A fundamental goal of human genetics is the discovery of polymorphisms that predict common, complex diseases. It is hypothesized that complex diseases are due to a myriad of factors including environmental exposures and complex genetic risk models, including gene-gene interactions. Such epistatic models present an important analytical challenge, requiring that methods perform not only statistical modeling, but also variable selection to generate testable genetic model hypotheses. This challenge is amplified by recent advances in genotyping technology, as the number of potential predictor variables is rapidly increasing.

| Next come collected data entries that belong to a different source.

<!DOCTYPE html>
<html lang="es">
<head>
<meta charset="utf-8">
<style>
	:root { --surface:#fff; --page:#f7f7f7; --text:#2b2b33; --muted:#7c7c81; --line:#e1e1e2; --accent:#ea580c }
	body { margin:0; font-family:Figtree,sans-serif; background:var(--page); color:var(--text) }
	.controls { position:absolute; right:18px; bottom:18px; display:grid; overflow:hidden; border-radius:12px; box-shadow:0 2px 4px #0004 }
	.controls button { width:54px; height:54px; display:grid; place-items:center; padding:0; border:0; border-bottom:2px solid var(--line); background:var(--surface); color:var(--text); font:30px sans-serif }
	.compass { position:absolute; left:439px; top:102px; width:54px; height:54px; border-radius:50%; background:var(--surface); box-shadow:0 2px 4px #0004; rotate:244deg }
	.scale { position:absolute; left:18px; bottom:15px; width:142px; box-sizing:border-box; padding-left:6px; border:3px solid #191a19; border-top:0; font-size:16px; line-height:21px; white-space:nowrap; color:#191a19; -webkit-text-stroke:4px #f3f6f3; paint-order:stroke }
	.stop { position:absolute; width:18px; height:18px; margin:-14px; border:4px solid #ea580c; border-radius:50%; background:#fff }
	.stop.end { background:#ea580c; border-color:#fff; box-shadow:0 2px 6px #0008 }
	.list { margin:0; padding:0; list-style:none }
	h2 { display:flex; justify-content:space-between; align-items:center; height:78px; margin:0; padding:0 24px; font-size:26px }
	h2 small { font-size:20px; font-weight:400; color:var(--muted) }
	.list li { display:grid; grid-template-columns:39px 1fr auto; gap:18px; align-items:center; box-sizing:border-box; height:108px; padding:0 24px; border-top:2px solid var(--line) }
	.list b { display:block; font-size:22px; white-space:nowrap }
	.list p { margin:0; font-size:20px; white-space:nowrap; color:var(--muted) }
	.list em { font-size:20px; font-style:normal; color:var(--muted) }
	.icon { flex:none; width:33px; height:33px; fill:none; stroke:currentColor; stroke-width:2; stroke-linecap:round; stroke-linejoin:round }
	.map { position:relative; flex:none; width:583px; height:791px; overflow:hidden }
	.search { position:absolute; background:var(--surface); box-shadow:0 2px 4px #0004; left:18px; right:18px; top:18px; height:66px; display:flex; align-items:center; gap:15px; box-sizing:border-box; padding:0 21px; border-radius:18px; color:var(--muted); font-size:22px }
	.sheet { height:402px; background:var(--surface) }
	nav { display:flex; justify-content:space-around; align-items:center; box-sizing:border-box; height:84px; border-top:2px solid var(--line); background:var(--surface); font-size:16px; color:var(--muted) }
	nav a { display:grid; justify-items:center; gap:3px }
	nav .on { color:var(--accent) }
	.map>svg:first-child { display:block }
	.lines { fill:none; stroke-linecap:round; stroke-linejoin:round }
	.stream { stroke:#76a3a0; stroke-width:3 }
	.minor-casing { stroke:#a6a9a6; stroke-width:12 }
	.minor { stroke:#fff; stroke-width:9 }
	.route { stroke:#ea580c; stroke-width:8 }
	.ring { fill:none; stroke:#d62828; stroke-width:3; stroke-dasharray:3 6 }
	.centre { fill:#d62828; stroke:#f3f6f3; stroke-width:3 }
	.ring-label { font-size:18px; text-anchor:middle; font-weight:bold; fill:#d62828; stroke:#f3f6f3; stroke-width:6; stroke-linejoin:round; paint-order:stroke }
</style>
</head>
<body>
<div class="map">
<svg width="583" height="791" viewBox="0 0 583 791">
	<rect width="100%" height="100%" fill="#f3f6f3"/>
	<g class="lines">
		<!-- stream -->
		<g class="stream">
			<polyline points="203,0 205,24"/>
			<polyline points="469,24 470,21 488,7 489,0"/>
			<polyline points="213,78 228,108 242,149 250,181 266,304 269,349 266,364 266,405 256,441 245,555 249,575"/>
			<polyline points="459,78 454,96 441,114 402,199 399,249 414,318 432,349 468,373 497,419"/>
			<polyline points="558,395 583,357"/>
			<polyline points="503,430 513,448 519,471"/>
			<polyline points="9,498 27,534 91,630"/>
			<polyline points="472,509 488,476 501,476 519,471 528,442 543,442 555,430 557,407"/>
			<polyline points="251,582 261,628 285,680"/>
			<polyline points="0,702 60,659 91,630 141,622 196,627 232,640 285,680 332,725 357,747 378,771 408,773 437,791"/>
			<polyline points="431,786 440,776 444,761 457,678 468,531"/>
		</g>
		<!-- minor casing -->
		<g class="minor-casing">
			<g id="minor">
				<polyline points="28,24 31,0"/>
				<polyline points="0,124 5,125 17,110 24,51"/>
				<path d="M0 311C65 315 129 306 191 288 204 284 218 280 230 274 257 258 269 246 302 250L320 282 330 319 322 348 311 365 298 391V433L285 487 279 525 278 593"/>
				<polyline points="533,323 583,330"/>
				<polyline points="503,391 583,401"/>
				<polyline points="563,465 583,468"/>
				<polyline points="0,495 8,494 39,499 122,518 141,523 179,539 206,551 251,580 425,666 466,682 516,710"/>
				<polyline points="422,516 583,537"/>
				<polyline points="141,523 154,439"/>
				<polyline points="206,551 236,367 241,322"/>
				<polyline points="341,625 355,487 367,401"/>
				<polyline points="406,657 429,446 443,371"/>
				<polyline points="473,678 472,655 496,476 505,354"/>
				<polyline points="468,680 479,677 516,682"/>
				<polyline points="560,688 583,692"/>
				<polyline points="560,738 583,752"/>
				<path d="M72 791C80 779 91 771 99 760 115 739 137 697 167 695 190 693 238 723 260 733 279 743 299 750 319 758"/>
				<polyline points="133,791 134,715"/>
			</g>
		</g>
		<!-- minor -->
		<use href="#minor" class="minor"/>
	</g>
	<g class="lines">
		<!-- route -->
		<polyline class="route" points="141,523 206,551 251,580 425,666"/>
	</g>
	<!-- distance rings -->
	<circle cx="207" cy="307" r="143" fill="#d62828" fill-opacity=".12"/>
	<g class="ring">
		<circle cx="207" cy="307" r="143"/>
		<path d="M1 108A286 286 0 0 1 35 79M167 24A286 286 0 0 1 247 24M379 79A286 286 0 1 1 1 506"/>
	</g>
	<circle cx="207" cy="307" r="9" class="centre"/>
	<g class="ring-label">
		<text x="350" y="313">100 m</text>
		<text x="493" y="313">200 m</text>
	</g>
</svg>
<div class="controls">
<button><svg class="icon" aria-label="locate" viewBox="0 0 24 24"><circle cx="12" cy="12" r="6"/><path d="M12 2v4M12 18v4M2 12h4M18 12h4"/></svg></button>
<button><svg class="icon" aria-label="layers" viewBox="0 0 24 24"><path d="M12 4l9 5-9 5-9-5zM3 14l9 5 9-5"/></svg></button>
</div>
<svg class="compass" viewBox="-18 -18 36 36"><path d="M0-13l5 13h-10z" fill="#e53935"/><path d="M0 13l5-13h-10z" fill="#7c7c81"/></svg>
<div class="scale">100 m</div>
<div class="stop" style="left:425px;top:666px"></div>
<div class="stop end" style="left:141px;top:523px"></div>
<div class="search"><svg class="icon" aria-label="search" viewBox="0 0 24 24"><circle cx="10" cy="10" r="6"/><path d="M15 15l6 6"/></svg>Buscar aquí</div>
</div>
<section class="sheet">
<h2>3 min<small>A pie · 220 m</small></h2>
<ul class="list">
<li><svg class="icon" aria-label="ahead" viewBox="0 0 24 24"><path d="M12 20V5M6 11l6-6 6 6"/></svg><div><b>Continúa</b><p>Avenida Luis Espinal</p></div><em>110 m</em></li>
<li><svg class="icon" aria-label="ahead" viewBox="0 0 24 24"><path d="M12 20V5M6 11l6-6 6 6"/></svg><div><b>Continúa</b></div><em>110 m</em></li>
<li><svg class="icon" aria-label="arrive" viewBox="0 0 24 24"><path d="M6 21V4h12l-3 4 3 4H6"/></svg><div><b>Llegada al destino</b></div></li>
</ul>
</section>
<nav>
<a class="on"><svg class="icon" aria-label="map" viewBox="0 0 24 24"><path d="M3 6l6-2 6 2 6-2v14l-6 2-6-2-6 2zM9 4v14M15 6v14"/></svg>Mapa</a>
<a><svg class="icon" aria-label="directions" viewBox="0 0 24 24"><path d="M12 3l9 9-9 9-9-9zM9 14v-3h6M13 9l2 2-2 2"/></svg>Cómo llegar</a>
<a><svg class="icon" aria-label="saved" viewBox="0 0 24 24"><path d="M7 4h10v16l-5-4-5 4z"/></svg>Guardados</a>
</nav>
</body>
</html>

Decision trees are a highly successful, easily interpretable data-mining method that are typically optimized with a hierarchical model building approach, which limits their potential to identify interacting effects. To overcome this limitation, we utilize evolutionary computation, specifically grammatical evolution, to build decision trees to detect and model gene-gene interactions. In the current study, we introduce the Grammatical Evolution Decision Trees (GEDT) method and software and evaluate this approach on simulated data representing gene-gene interaction models of a range of effect sizes. We compare the performance of the method to a traditional decision tree algorithm and a random search approach and demonstrate the improved performance of the method to detect purely epistatic interactions.
The results of our simulations demonstrate that GEDT has high power to detect even very moderate genetic risk models. GEDT has high power to detect interactions with and without main effects.
GEDT, while still in its initial stages of development, is a promising new approach for identifying gene-gene interactions in genetic association studies.